### TASK GOAL
Output the listing verbatim, leaving out every picture.

### RECORDED INFORMATION
*** Begin section ***
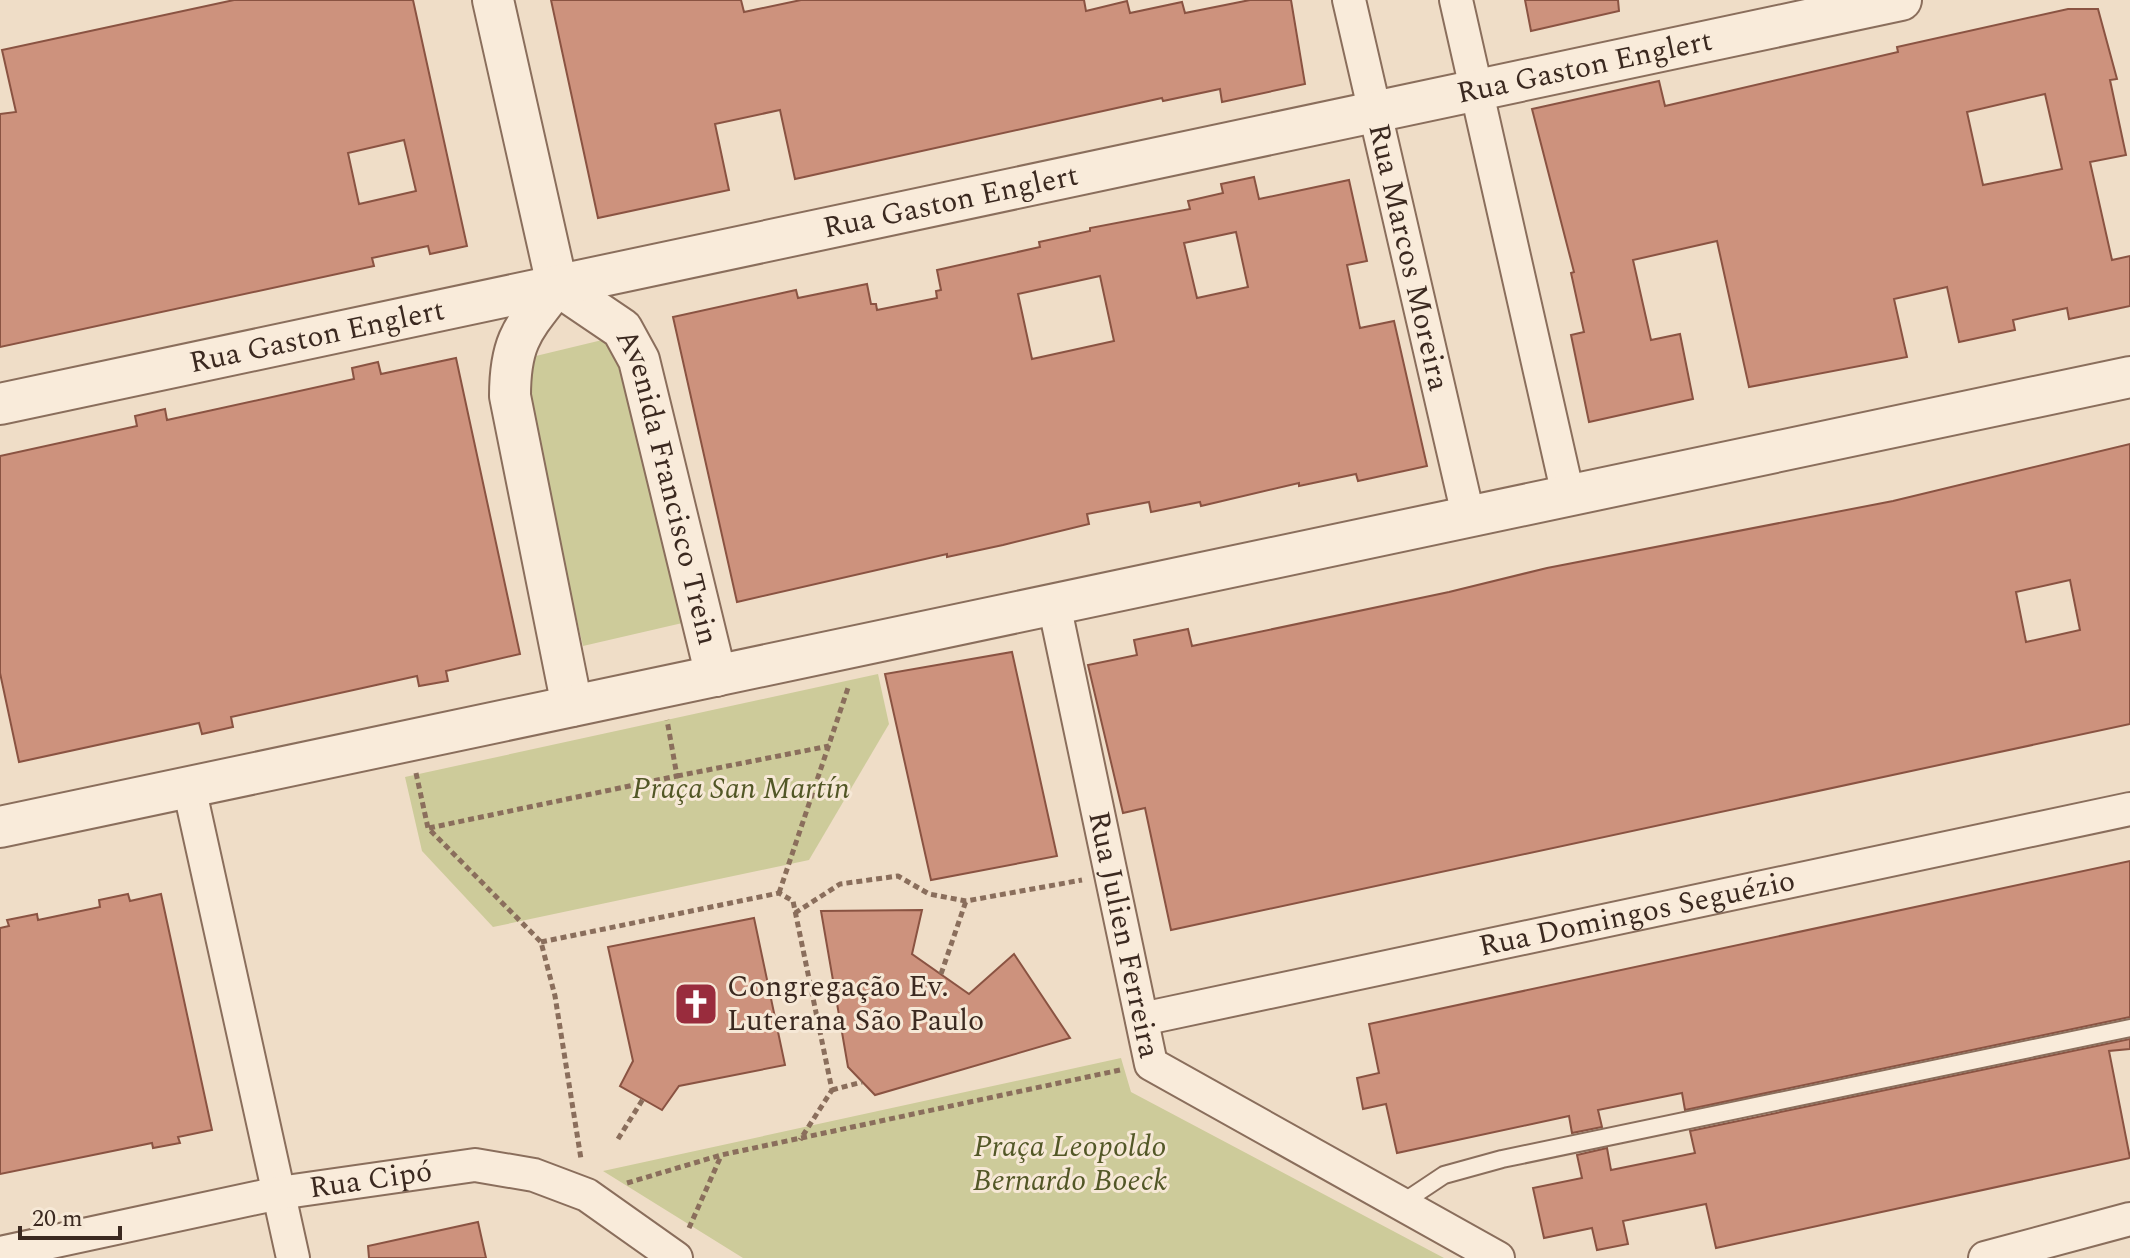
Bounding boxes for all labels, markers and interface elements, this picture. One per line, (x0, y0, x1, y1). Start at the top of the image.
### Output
street label: Rua Gaston Englert (1453, 18, 1717, 117)
street label: Rua Marcos Moreira (1355, 119, 1462, 396)
street label: Rua Gaston Englert (819, 152, 1083, 251)
street label: Rua Gaston Englert (185, 287, 449, 386)
street label: Avenida Francisco Trein (603, 320, 731, 650)
park label: Praça San Martín (632, 766, 850, 812)
street label: Rua Julien Ferreira (1075, 807, 1172, 1063)
street label: Rua Domingos Seguézio (1475, 858, 1799, 970)
place label: Congregação Ev. Luterana São Paulo (727, 964, 984, 1044)
church icon: Congregação Ev. Luterana São Paulo (672, 980, 720, 1028)
park label: Praça Leopoldo Bernardo Boeck (973, 1124, 1167, 1204)
street label: Rua Cipó (306, 1148, 435, 1211)
scale bar (20, 1190, 120, 1240)
text: 20 m (32, 1201, 83, 1237)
*** End section ***
### PROBLEM SOLUTION
Bounding boxes for all labels, markers and interface elements, this picture. One per line, (x0, y0, x1, y1). Start at the top of the image.
### Output
street label: Rua Gaston Englert (1453, 18, 1717, 117)
street label: Rua Marcos Moreira (1355, 119, 1462, 396)
street label: Rua Gaston Englert (819, 152, 1083, 251)
street label: Rua Gaston Englert (185, 287, 449, 386)
street label: Avenida Francisco Trein (603, 320, 731, 650)
park label: Praça San Martín (632, 766, 850, 812)
street label: Rua Julien Ferreira (1075, 807, 1172, 1063)
street label: Rua Domingos Seguézio (1475, 858, 1799, 970)
place label: Congregação Ev. Luterana São Paulo (727, 964, 984, 1044)
church icon: Congregação Ev. Luterana São Paulo (672, 980, 720, 1028)
park label: Praça Leopoldo Bernardo Boeck (973, 1124, 1167, 1204)
street label: Rua Cipó (306, 1148, 435, 1211)
scale bar (20, 1190, 120, 1240)
text: 20 m (32, 1201, 83, 1237)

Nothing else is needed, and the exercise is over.